▶ _INSTRUCTIONS TO FOLLOW_: Repeat the material exactly from its first line to the line that includes "transform-origin:2.5px; border-radius:2.5px; background:#9f903a". Skip pictures.

START DATA SHOWN

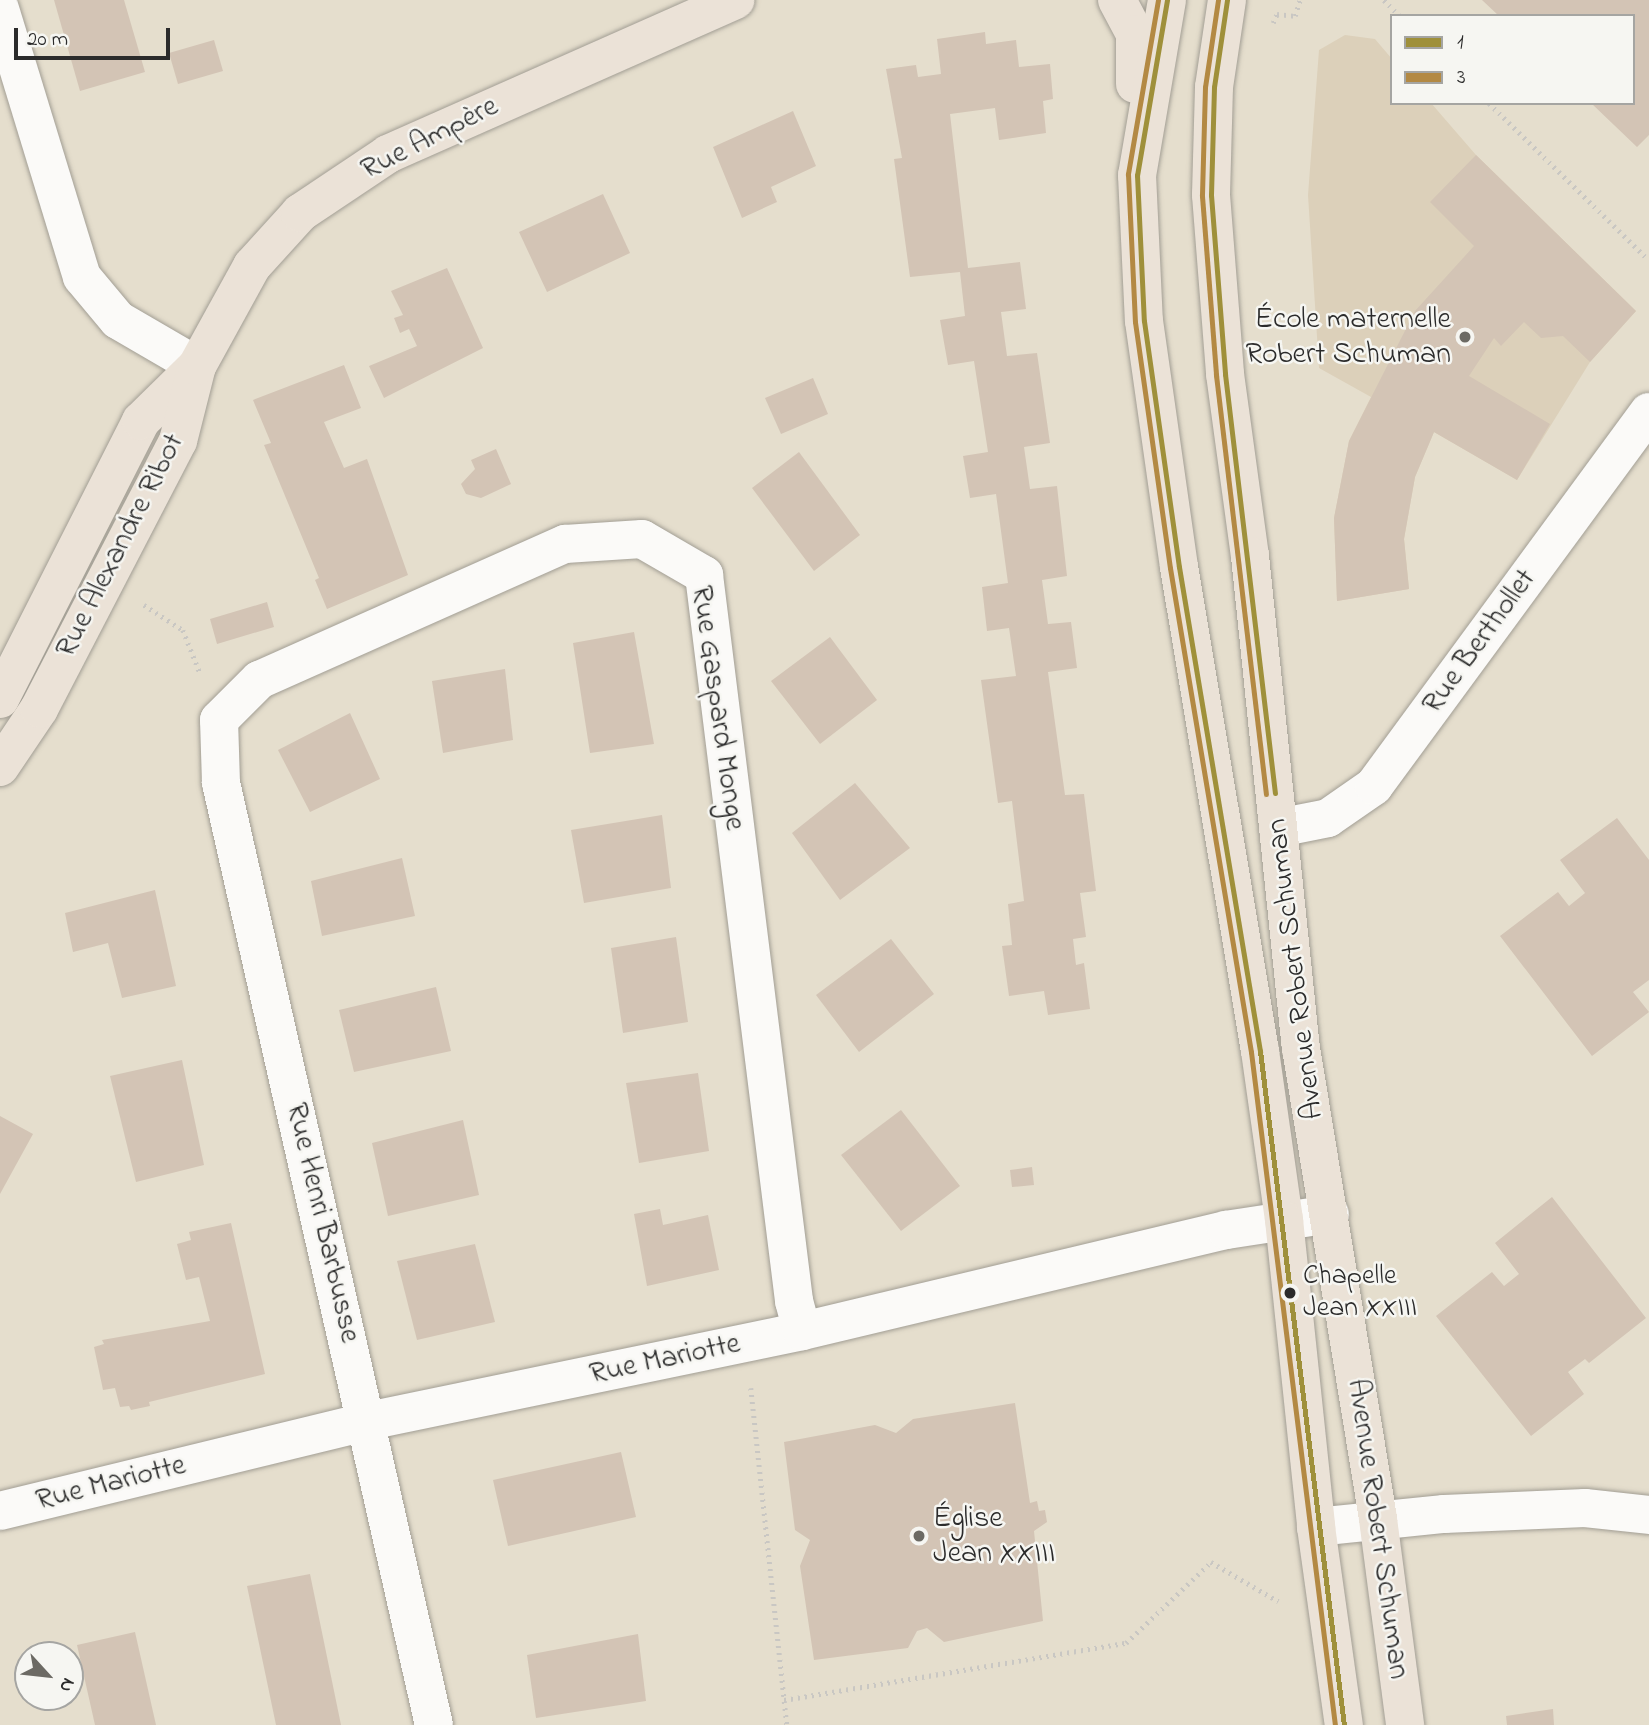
<!DOCTYPE html>
<html>
<head>
<meta charset="utf-8">
<style>
  body { margin:0 }
  #map { position:relative; width:1649px; height:1725px; overflow:hidden; background:#e5decd; font-family:"Indie Flower",sans-serif }
  div>[style] { position:absolute }
  [style*='--x'] { left:calc(var(--x)*1px); top:calc(var(--y)*1px); width:calc(var(--w)*1px); rotate:calc(var(--a)*1deg) }
  .built>* { inset:0; background:#dcd0ba }
  .building>* { inset:0; background:#d3c4b5 }
  .path>* { height:4.5px; margin-top:-2.25px; transform-origin:0; background:repeating-linear-gradient(90deg,#c9c7c3 0 2px,transparent 0 7px) }
  .roads { filter:drop-shadow(0 0 2px #a29e94) drop-shadow(0 0 2px #a29e94) }
  .minor>* { height:38px; margin:-19px; padding:0 19px; transform-origin:19px; border-radius:19px; background:#fbfaf8 }
  .major>* { height:38px; margin:-19px; padding:0 19px; transform-origin:19px; border-radius:19px; background:#ebe2d7 }
  .bus-1>* { height:5px; margin:-2.5px; padding:0 2.5px; transform-origin:2.5px; border-radius:2.5px; background:#9f903a }
  .bus-2>* { height:5px; margin:-2.5px; padding:0 2.5px; transform-origin:2.5px; border-radius:2.5px; background:#b38943 }
  .dots>* { width:19px; height:19px; translate:-50% -50%; box-sizing:border-box; border:4px solid #f6f6f2; border-radius:50% }
  span { translate:-50% -50%; white-space:nowrap; text-align:center; line-height:1.15; -webkit-text-stroke:5px #f6f6f2; paint-order:stroke }
  .bus-label { font-size:28px; color:#2b2b2b }
  .left { translate:0 -50%; text-align:left }
  .street-label { font-size:30px; color:#2b2b2b }
  .poi-label { font-size:30px; color:#2b2b2b }
  .right { translate:-100% -50%; text-align:right }
  .legend { position:absolute; left:1390px; top:14px; width:245px; height:91px; box-sizing:border-box; background:#f6f6f2; border:2px solid #a5a5a2; margin:0; padding:9px 12px; list-style:none; font-size:21px; color:#2b2b2b }
  .legend li { display:flex; align-items:center; gap:14px; height:35px }
  .legend b { width:35px; border:2px solid #a5a5a2 }
  .north { position:absolute; left:14px; top:1641px; width:70px; height:70px; box-sizing:border-box; background:#f6f6f2; border:2px solid #a5a5a2; border-radius:50%; rotate:117deg; font-size:19px; font-weight:700; line-height:28px; text-align:center; color:#2b2b2b }
  .north::after { content:''; display:block; margin:auto; width:24px; height:32px; background:#6c6a64; clip-path:polygon(50% 0,100% 100%,50% 72%,0 100%) }
  .scale { position:absolute; left:14px; top:28px; width:156px; height:32px; box-sizing:border-box; border:4px solid #2b2b2b; border-top:0; padding-left:9px; font-size:21px; line-height:24px; white-space:nowrap; color:#2b2b2b; -webkit-text-stroke:5px #f6f6f2; paint-order:stroke }
</style>
</head>
<body>
<div id="map">
  <div class="built">
    <i style="clip-path:polygon(1345px 35px,1375px 39px,1392px 59px,1392px 103px,1431px 103px,1476px 155px,1636px 311px,1590px 362px,1517px 480px,1434px 432px,1415px 477px,1404px 539px,1409px 589px,1337px 601px,1334px 518px,1349px 441px,1371px 397px,1319px 368px,1308px 195px,1319px 50px)"></i>
  </div>
  <div class="building">
    <i style="clip-path:polygon(54px 0,124px 0,145px 72px,80px 91px)"></i>
    <i style="clip-path:polygon(1482px 0,1649px 0,1649px 135px,1637px 147px,1591px 103px,1633px 103px,1633px 16px,1499px 16px)"></i>
    <i style="clip-path:polygon(985px 32px,986px 44px,1016px 40px,1019px 67px,1050px 64px,1053px 99px,1043px 101px,1046px 133px,999px 140px,995px 108px,950px 114px,968px 268px,1020px 262px,1026px 309px,1001px 312px,1007px 356px,1037px 353px,1050px 443px,1024px 447px,1030px 489px,1057px 486px,1067px 576px,1042px 580px,1048px 624px,1071px 622px,1077px 668px,1048px 672px,1065px 795px,1084px 794px,1096px 891px,1080px 893px,1086px 937px,1073px 939px,1076px 965px,1084px 963px,1090px 1009px,1048px 1015px,1044px 991px,1009px 996px,1002px 946px,1012px 945px,1008px 904px,1024px 901px,1012px 801px,998px 803px,981px 680px,1016px 676px,1009px 628px,987px 631px,982px 587px,1008px 583px,996px 494px,970px 498px,963px 456px,988px 452px,974px 361px,948px 365px,940px 320px,965px 316px,960px 272px,910px 277px,894px 159px,902px 158px,886px 69px,916px 65px,918px 77px,941px 74px,937px 39px)"></i>
    <i style="clip-path:polygon(214px 40px,223px 71px,178px 84px,169px 53px)"></i>
    <i style="clip-path:polygon(793px 111px,816px 166px,771px 187px,777px 202px,742px 218px,713px 147px)"></i>
    <i style="clip-path:polygon(1476px 155px,1636px 311px,1590px 362px,1563px 336px,1541px 338px,1524px 322px,1501px 346px,1494px 338px,1469px 376px,1550px 424px,1517px 480px,1434px 432px,1415px 477px,1404px 539px,1409px 589px,1337px 601px,1334px 518px,1349px 441px,1415px 311px,1474px 246px,1430px 202px)"></i>
    <i style="clip-path:polygon(603px 194px,630px 253px,547px 292px,519px 232px)"></i>
    <i style="clip-path:polygon(447px 268px,483px 348px,384px 398px,369px 366px,417px 346px,409px 329px,400px 333px,394px 318px,403px 315px,391px 291px)"></i>
    <i style="clip-path:polygon(344px 365px,361px 408px,324px 422px,344px 468px,367px 459px,408px 575px,327px 609px,315px 580px,319px 578px,264px 445px,271px 443px,253px 400px)"></i>
    <i style="clip-path:polygon(813px 378px,828px 414px,781px 434px,765px 398px)"></i>
    <i style="clip-path:polygon(496px 449px,511px 484px,481px 498px,466px 494px,461px 484px,475px 469px,471px 460px)"></i>
    <i style="clip-path:polygon(799px 452px,860px 535px,814px 571px,752px 488px)"></i>
    <i style="clip-path:polygon(267px 602px,274px 627px,217px 644px,210px 619px)"></i>
    <i style="clip-path:polygon(634px 632px,654px 744px,590px 753px,573px 643px)"></i>
    <i style="clip-path:polygon(830px 637px,877px 700px,820px 744px,771px 681px)"></i>
    <i style="clip-path:polygon(505px 669px,513px 740px,443px 753px,432px 681px)"></i>
    <i style="clip-path:polygon(350px 713px,380px 779px,310px 812px,278px 750px)"></i>
    <i style="clip-path:polygon(855px 783px,910px 848px,840px 900px,792px 833px)"></i>
    <i style="clip-path:polygon(662px 815px,671px 888px,584px 903px,571px 830px)"></i>
    <i style="clip-path:polygon(1617px 818px,1649px 860px,1649px 980px,1633px 992px,1649px 1012px,1592px 1056px,1500px 936px,1558px 892px,1569px 906px,1585px 893px,1560px 860px)"></i>
    <i style="clip-path:polygon(402px 858px,415px 916px,322px 936px,311px 881px)"></i>
    <i style="clip-path:polygon(155px 890px,176px 986px,122px 998px,108px 943px,73px 952px,65px 913px)"></i>
    <i style="clip-path:polygon(676px 937px,688px 1022px,623px 1033px,611px 948px)"></i>
    <i style="clip-path:polygon(891px 939px,934px 994px,859px 1052px,816px 995px)"></i>
    <i style="clip-path:polygon(436px 987px,451px 1051px,354px 1072px,339px 1010px)"></i>
    <i style="clip-path:polygon(182px 1060px,204px 1165px,136px 1182px,110px 1076px)"></i>
    <i style="clip-path:polygon(698px 1073px,709px 1151px,639px 1163px,626px 1083px)"></i>
    <i style="clip-path:polygon(901px 1110px,960px 1186px,901px 1231px,841px 1155px)"></i>
    <i style="clip-path:polygon(0 1116px,33px 1134px,0 1194px)"></i>
    <i style="clip-path:polygon(463px 1120px,479px 1195px,388px 1216px,372px 1143px)"></i>
    <i style="clip-path:polygon(1032px 1167px,1034px 1185px,1012px 1187px,1010px 1170px)"></i>
    <i style="clip-path:polygon(1552px 1197px,1646px 1318px,1589px 1363px,1585px 1359px,1568px 1372px,1584px 1394px,1531px 1436px,1436px 1316px,1492px 1272px,1504px 1286px,1519px 1274px,1495px 1243px)"></i>
    <i style="clip-path:polygon(660px 1209px,663px 1225px,708px 1215px,719px 1270px,647px 1286px,634px 1214px)"></i>
    <i style="clip-path:polygon(231px 1223px,265px 1374px,149px 1402px,150px 1406px,131px 1410px,129px 1406px,120px 1407px,115px 1388px,103px 1390px,94px 1347px,104px 1344px,102px 1340px,210px 1321px,199px 1277px,186px 1280px,177px 1244px,191px 1240px,189px 1232px)"></i>
    <i style="clip-path:polygon(475px 1244px,495px 1322px,417px 1340px,397px 1261px)"></i>
    <i style="clip-path:polygon(1015px 1403px,1030px 1503px,1037px 1501px,1039px 1511px,1045px 1510px,1047px 1522px,1034px 1531px,1043px 1621px,944px 1642px,927px 1628px,917px 1631px,908px 1648px,814px 1660px,800px 1566px,810px 1540px,795px 1530px,784px 1442px,875px 1425px,896px 1433px,913px 1419px)"></i>
    <i style="clip-path:polygon(621px 1452px,636px 1517px,508px 1546px,493px 1480px)"></i>
    <i style="clip-path:polygon(310px 1574px,341px 1725px,276px 1725px,247px 1586px)"></i>
    <i style="clip-path:polygon(135px 1632px,156px 1725px,95px 1725px,77px 1645px)"></i>
    <i style="clip-path:polygon(638px 1634px,646px 1701px,536px 1718px,527px 1655px)"></i>
    <i style="clip-path:polygon(1553px 1709px,1554px 1725px,1507px 1725px,1506px 1716px)"></i>
  </div>
  <div class="path">
    <i style="--x:1384;--y:0;--w:23;--a:45"></i>
    <i style="--x:1273;--y:23;--w:10;--a:-66"></i>
    <i style="--x:1277;--y:14;--w:18;--a:6"></i>
    <i style="--x:1295;--y:16;--w:17;--a:-73"></i>
    <i style="--x:1489;--y:103;--w:224;--a:44.5"></i>
    <i style="--x:144;--y:605;--w:46;--a:32.7"></i>
    <i style="--x:183;--y:630;--w:46;--a:68.4"></i>
    <i style="--x:751;--y:1388;--w:339;--a:83.9"></i>
    <i style="--x:784;--y:1700;--w:347;--a:-9.5"></i>
    <i style="--x:1126;--y:1643;--w:117;--a:-43.6"></i>
    <i style="--x:1211;--y:1562;--w:78;--a:30.2"></i>
  </div>
  <div class="roads">
    <div class="minor">
      <i style="--x:0;--y:9;--w:280;--a:73"></i>
      <i style="--x:82;--y:277;--w:56;--a:50.1"></i>
      <i style="--x:118;--y:320;--w:91;--a:30.2"></i>
      <i style="--x:1278;--y:828;--w:51;--a:-11.3"></i>
      <i style="--x:1328;--y:818;--w:56;--a:-34.8"></i>
      <i style="--x:1374;--y:786;--w:464;--a:-53.7"></i>
      <i style="--x:0;--y:1511;--w:379;--a:-13.7"></i>
      <i style="--x:368;--y:1421;--w:443;--a:-11.7"></i>
      <i style="--x:802;--y:1331;--w:436;--a:-13.4"></i>
      <i style="--x:1226;--y:1230;--w:105;--a:-8.7"></i>
      <i style="--x:1316;--y:1527;--w:129;--a:-5.8"></i>
      <i style="--x:1444;--y:1514;--w:141;--a:-2.4"></i>
      <i style="--x:1585;--y:1508;--w:64;--a:6.2"></i>
      <i style="--x:434;--y:1725;--w:966;--a:-102.74"></i>
      <i style="--x:221;--y:783;--w:63;--a:-91.8"></i>
      <i style="--x:219;--y:720;--w:57;--a:-45"></i>
      <i style="--x:259;--y:680;--w:335;--a:-24"></i>
      <i style="--x:565;--y:544;--w:77;--a:-3.7"></i>
      <i style="--x:642;--y:539;--w:72;--a:30.1"></i>
      <i style="--x:704;--y:575;--w:732;--a:82.93"></i>
      <i style="--x:794;--y:1301;--w:31;--a:75"></i>
    </div>
    <div class="major">
      <i style="--x:1117;--y:0;--w:38;--a:62"></i>
      <i style="--x:1135;--y:34;--w:50;--a:90"></i>
      <i style="--x:1167;--y:0;--w:178;--a:99.7"></i>
      <i style="--x:1137;--y:175;--w:146;--a:87.3"></i>
      <i style="--x:1144;--y:321;--w:248;--a:81.9"></i>
      <i style="--x:1179;--y:567;--w:491;--a:80.5"></i>
      <i style="--x:1260;--y:1051;--w:171;--a:81.9"></i>
      <i style="--x:1284;--y:1220;--w:309;--a:84"></i>
      <i style="--x:1316;--y:1527;--w:200;--a:82"></i>
      <i style="--x:1227;--y:0;--w:88;--a:98.5"></i>
      <i style="--x:1214;--y:87;--w:108;--a:91.6"></i>
      <i style="--x:1211;--y:195;--w:180;--a:85.5"></i>
      <i style="--x:1225;--y:374;--w:184;--a:82.2"></i>
      <i style="--x:1250;--y:556;--w:495;--a:84.1"></i>
      <i style="--x:1301;--y:1048;--w:477;--a:80.7"></i>
      <i style="--x:1378;--y:1519;--w:208;--a:82.5"></i>
      <i style="--x:0;--y:699;--w:312;--a:-63.1"></i>
      <i style="--x:141;--y:421;--w:78;--a:-44.5"></i>
      <i style="--x:0;--y:767;--w:70;--a:-56.1"></i>
      <i style="--x:39;--y:709;--w:302;--a:-62.6"></i>
      <i style="--x:178;--y:441;--w:77;--a:-75.8"></i>
      <i style="--x:197;--y:366;--w:114;--a:-61.2"></i>
      <i style="--x:252;--y:266;--w:72;--a:-47.8"></i>
      <i style="--x:300;--y:213;--w:106;--a:-33.8"></i>
      <i style="--x:388;--y:154;--w:380;--a:-23.9"></i>
    </div>
  </div>
  <div class="bus-1">
    <i style="--x:1167;--y:0;--w:178;--a:99.7"></i>
    <i style="--x:1137;--y:175;--w:146;--a:87.3"></i>
    <i style="--x:1144;--y:321;--w:248;--a:81.9"></i>
    <i style="--x:1179;--y:567;--w:491;--a:80.5"></i>
    <i style="--x:1260;--y:1051;--w:679;--a:82.9"></i>
    <i style="--x:1227;--y:0;--w:88;--a:98.5"></i>
    <i style="--x:1214;--y:87;--w:108;--a:91.6"></i>
    <i style="--x:1211;--y:195;--w:180;--a:85.5"></i>
    <i style="--x:1225;--y:374;--w:422;--a:83.2"></i>
  </div>
  <div class="bus-2">
    <i style="--x:1158;--y:0;--w:177;--a:99.8"></i>
    <i style="--x:1128;--y:174;--w:148;--a:87.3"></i>
    <i style="--x:1135;--y:322;--w:248;--a:81.9"></i>
    <i style="--x:1170;--y:568;--w:491;--a:80.5"></i>
    <i style="--x:1251;--y:1052;--w:678;--a:82.89"></i>
    <i style="--x:1218;--y:0;--w:88;--a:98.5"></i>
    <i style="--x:1205;--y:87;--w:109;--a:91.6"></i>
    <i style="--x:1202;--y:196;--w:180;--a:85.5"></i>
    <i style="--x:1216;--y:375;--w:422;--a:83.2"></i>
  </div>
  <div class="dots">
    <i style="left:1465px;top:337px;background:#6c6a64"></i>
    <i style="left:1290px;top:1293px;background:#2b2b2b"></i>
    <i style="left:919px;top:1536px;background:#6c6a64"></i>
  </div>
  <div class="bus-label">
    <span class="left" style="left:1303px;top:1293px">Chapelle<br>Jean XXIII</span>
  </div>
  <div class="street-label">
    <span style="left:430px;top:139px;rotate:-27deg">Rue Ampère</span>
    <span style="left:121px;top:546px;rotate:-63deg">Rue Alexandre Ribot</span>
    <span style="left:1480px;top:642px;rotate:-54deg">Rue Berthollet</span>
    <span style="left:717px;top:708px;rotate:82deg">Rue Gaspard Monge</span>
    <span style="left:1296px;top:969px;rotate:-97deg">Avenue Robert Schuman</span>
    <span style="left:322px;top:1223px;rotate:77deg">Rue Henri Barbusse</span>
    <span style="left:665px;top:1360px;rotate:-12deg">Rue Mariotte</span>
    <span style="left:111px;top:1484px;rotate:-14deg">Rue Mariotte</span>
    <span style="left:1377px;top:1529px;rotate:82deg">Avenue Robert Schuman</span>
  </div>
  <div class="poi-label">
    <span class="right" style="left:1451px;top:337px">École maternelle<br>Robert Schuman</span>
    <span class="left" style="left:933px;top:1536px">Église<br>Jean XXIII</span>
  </div>
  <ul class="legend">
  <li><b style="height:9px;background:#9f903a"></b>1</li>
  <li><b style="height:9px;background:#b38943"></b>3</li>
  </ul>
  <div class="north">N</div>
  <div class="scale">20 m</div>
</div>
</body>
</html>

END DATA SHOWN

▶ _TASK OUTPUT_:
<!DOCTYPE html>
<html>
<head>
<meta charset="utf-8">
<style>
  body { margin:0 }
  #map { position:relative; width:1649px; height:1725px; overflow:hidden; background:#e5decd; font-family:"Indie Flower",sans-serif }
  div>[style] { position:absolute }
  [style*='--x'] { left:calc(var(--x)*1px); top:calc(var(--y)*1px); width:calc(var(--w)*1px); rotate:calc(var(--a)*1deg) }
  .built>* { inset:0; background:#dcd0ba }
  .building>* { inset:0; background:#d3c4b5 }
  .path>* { height:4.5px; margin-top:-2.25px; transform-origin:0; background:repeating-linear-gradient(90deg,#c9c7c3 0 2px,transparent 0 7px) }
  .roads { filter:drop-shadow(0 0 2px #a29e94) drop-shadow(0 0 2px #a29e94) }
  .minor>* { height:38px; margin:-19px; padding:0 19px; transform-origin:19px; border-radius:19px; background:#fbfaf8 }
  .major>* { height:38px; margin:-19px; padding:0 19px; transform-origin:19px; border-radius:19px; background:#ebe2d7 }
  .bus-1>* { height:5px; margin:-2.5px; padding:0 2.5px; transform-origin:2.5px; border-radius:2.5px; background:#9f903a }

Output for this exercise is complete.